A number of chip companies — importantly Intel and IBM, but also the Arm collective and AMD — have come out recently with new CPU designs that feature native Artificial Intelligence (AI) and its related machine learning (ML). The need for math engines specifically designed to support machine learning algorithms, particularly for inference workloads but also for certain kinds of training, has been covered extensively here at The Next Platform.

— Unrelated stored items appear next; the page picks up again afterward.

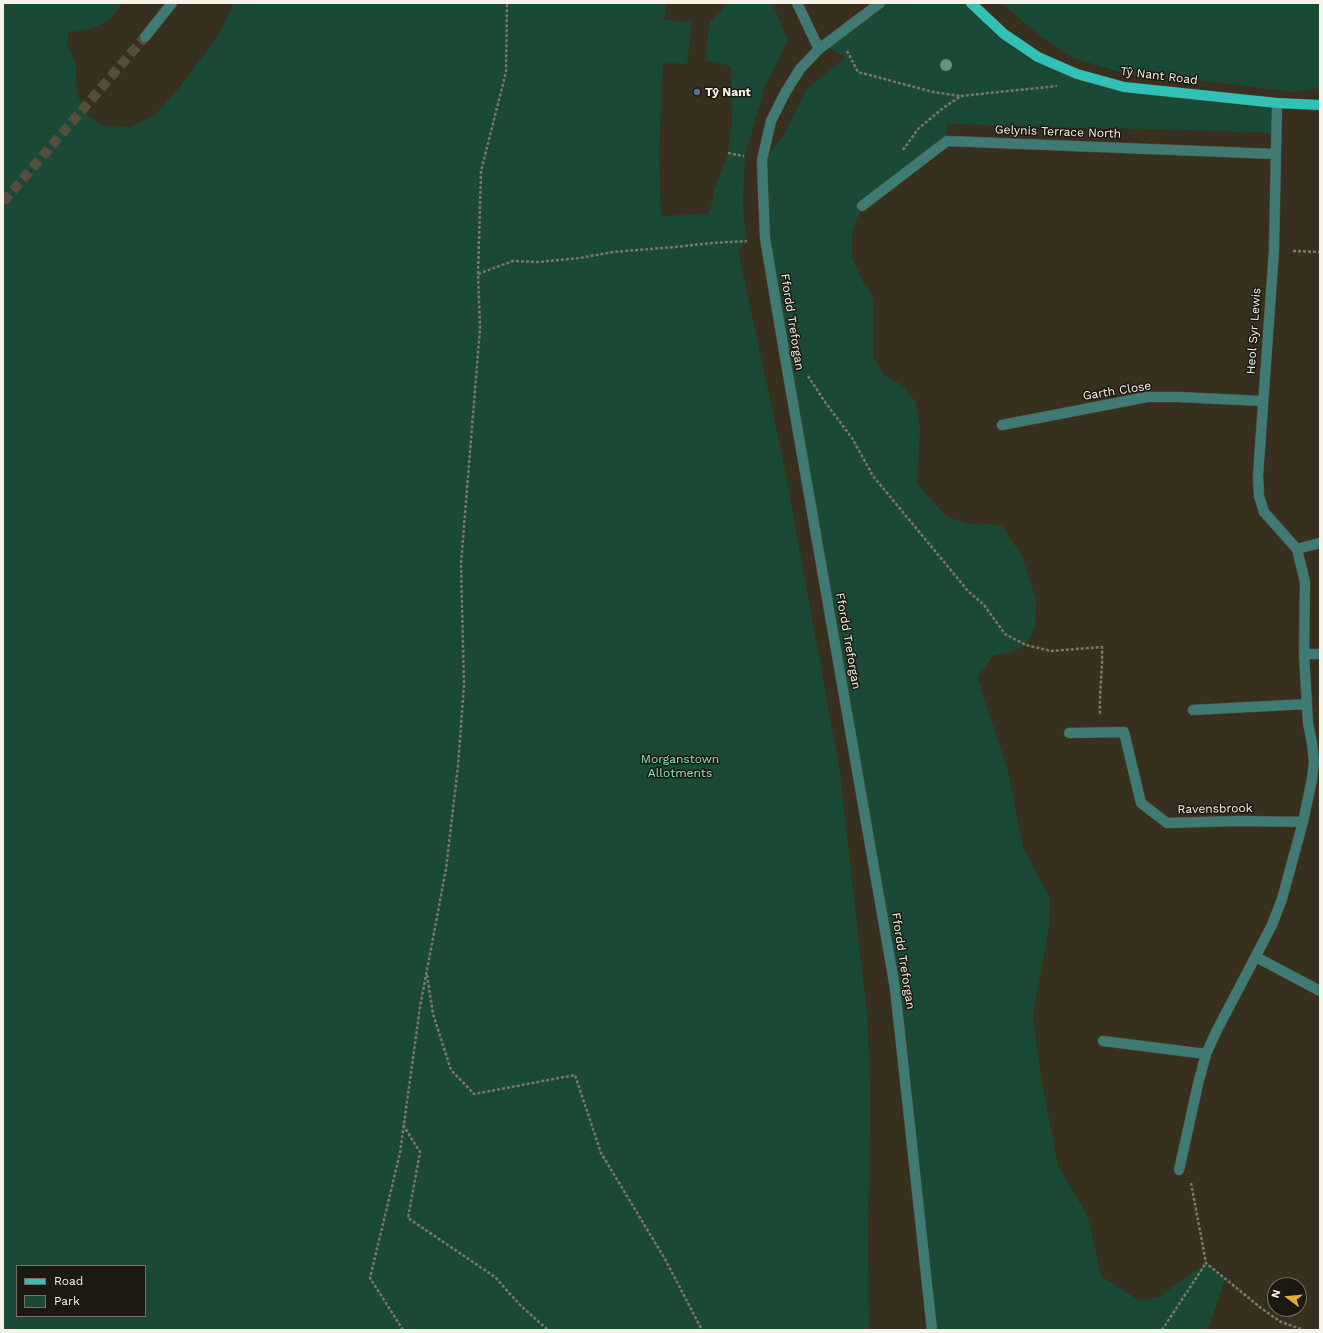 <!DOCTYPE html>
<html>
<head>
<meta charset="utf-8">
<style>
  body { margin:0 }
  #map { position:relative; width:1323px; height:1333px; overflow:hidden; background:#38301f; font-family:"Work Sans",sans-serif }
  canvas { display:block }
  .frame { position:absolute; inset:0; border:4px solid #f8f3e8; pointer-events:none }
  .legend { position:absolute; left:16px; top:1265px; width:130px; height:52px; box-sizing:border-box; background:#1c1911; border:1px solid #747067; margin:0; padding:5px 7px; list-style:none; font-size:12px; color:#f8f3e8 }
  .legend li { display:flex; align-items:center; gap:8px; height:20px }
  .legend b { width:20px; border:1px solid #747067 }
  .north { position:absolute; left:1267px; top:1277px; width:40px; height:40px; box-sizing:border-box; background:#1c1911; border:1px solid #747067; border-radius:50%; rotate:286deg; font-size:11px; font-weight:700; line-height:16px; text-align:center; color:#f8f3e8 }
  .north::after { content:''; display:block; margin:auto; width:14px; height:18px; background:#e8ab37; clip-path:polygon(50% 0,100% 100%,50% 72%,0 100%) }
</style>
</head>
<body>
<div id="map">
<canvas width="1323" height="1333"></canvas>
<div class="frame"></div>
<ul class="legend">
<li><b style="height:5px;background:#30c2b6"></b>Road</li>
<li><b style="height:11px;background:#1a4935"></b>Park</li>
</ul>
<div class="north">N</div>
</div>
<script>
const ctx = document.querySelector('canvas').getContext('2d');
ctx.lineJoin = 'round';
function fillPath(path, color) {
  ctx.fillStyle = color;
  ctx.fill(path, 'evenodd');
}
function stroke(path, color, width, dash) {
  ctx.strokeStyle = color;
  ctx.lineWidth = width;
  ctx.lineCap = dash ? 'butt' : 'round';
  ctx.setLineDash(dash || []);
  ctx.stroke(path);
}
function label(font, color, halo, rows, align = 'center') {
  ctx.font = font + ' "Work Sans",sans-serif';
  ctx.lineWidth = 3;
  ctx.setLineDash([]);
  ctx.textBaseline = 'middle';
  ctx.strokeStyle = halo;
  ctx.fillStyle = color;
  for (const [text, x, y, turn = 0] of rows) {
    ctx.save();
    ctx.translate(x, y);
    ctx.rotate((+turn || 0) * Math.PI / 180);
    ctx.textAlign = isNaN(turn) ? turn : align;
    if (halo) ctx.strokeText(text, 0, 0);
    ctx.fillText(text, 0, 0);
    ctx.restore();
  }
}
const green = new Path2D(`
  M3,3H122C107,27 95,29 68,32L67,43L76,65L77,94L88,116L103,126L130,127L155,115L177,90L217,38L234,3H666L664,20L692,22L687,64L663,63L659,152L661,216L709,214L715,188L728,153L732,119L731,66L705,60L710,22L728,3H772L788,40L765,86L745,156L743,203L746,241L738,251L784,465L840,773L867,1015L870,1079V1138L868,1221L869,1330H3ZM17,1266H145V1316H17Z
  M880,3H971L1038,57L1124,87L1277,103L1276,134L1260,132L947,124V141L862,206L852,231V258L862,280L873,298V356L884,375L900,384L915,401L920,428L917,484L947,517L968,524L1001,525L1022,556L1036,600L1035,627L1026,645L1013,651L993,656L977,677L1008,771L1023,848L1050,898L1049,926L1033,1016L1041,1078L1058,1166L1088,1217L1101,1276L1140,1301L1159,1297L1206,1263L1225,1279L1208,1330H931L883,915L765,238L762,160L783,137L806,90L846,57L823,46Z
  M1001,3H1320V88L1295,92L1189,79L1126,74L1073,58L1042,37Z`);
const minorTunnel = new Path2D(`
  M3,202L145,37`);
const path = new Path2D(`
  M847,51L858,72L933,92L960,96
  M903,150L918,129L943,108L961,96L1057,86
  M728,153L744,156
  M1293,251L1320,252
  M478,274L481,171L506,72L507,3
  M808,376L825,402L852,438L873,476L968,591L984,605L1005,634L1026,645L1051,651L1102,647C1103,669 1099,692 1100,715
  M427,975L433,1014L451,1070L474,1094L575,1075L601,1153L665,1259L702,1330
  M403,1125L420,1152L408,1218L495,1277L520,1305L548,1330
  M1191,1183L1206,1263L1261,1308L1281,1322L1304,1330
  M403,1330L370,1278L400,1153L420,1007L446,869L458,766L464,685L461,564L480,328L478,274L513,261L539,262L580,258L613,252L675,247L712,243L747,241
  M1162,1330L1206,1263`);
const minor = new Path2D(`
  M797,3L819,49
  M880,3L819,49L800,69L785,93L771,121L762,160L763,189L765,238L786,363L895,988L932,1330
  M145,37L172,3
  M1277,103L1274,250L1258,476L1259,496L1264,512L1297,549L1320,543
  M862,206L947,141L1275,154
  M1002,425L1147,397H1178L1262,401
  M1297,549L1305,582L1304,654
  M1193,710L1307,704
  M1069,733L1124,732L1141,803L1167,823L1239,821L1303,822
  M1256,957L1320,991
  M1103,1041L1206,1054L1216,1032L1272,925L1282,899L1303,822L1312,779L1314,762L1312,743L1308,723L1304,654H1320
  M1179,1170L1198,1084L1206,1054`);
const major = new Path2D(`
  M971,3L1004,34L1038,57L1077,74L1124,87L1277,103L1320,105`);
const trees = [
  [946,65]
];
const markers = [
  [697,92,4,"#5c6f8a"]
];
const streetNames = [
  ["Tŷ Nant Road",1159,76,7],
  ["Gelynis Terrace North",1058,132,2],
  ["Ffordd Treforgan",792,322,81],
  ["Heol Syr Lewis",1254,331,-86],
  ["Garth Close",1117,391,-9],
  ["Ffordd Treforgan",848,641,80],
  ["Ravensbrook",1215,809,-1],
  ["Ffordd Treforgan",903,961,81]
];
const poiNames = [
  ["Tŷ Nant",705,92]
];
const parkNames = [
  ["Morganstown",680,759],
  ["Allotments",680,773]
];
fillPath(green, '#1a4935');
stroke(minorTunnel, '#554d3d', 10, [10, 5]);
stroke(minor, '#534b3b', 11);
stroke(major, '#534b3b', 11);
stroke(path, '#7e7768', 2.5, [3, 2]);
stroke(minor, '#3f7a74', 10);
stroke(major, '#30c2b6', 10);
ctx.fillStyle = '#659574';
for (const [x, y] of trees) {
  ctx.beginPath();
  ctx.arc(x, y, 6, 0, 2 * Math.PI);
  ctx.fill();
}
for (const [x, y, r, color] of markers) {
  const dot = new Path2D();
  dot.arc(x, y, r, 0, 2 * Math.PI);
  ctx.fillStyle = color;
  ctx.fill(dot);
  stroke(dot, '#1c1911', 1.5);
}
label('12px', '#f8f3e8', '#1c1911', streetNames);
label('bold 12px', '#f8f3e8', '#1c1911', poiNames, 'left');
label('12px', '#8ae7ba', '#1c1911', parkNames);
</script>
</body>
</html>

Just to rattle off a few of them, consider the impending “Cirrus” Power10 processor from IBM, which is due in a matter of days from Big Blue in its high-end NUMA machines and which has a new matrix math engine aimed at accelerating machine learning. Or IBM’s “Telum” z16 mainframe processor coming next year, which was unveiled at the recent Hot Chips conference and which has a dedicated mixed precision matrix math core for the CPU cores to share. Intel is adding its Advanced Matrix Extensions (AMX) to its future “Sapphire Rapids” Xeon SP processors, which should have been here by now but which have been pushed out to early next year. Arm Holdings has created future Arm core designs, the “Zeus” V1 core and the “Perseus” N2 core, that will have substantially wider vector engines that support the mixed precision math commonly used for machine learning inference, too. Ditto for the vector engines in the “Milan” Epyc 7,003 processors from AMD.
All of these chips are designed to keep inference on the CPUs, where in a lot of cases it belongs because of data security, data compliance, and application latency reasons.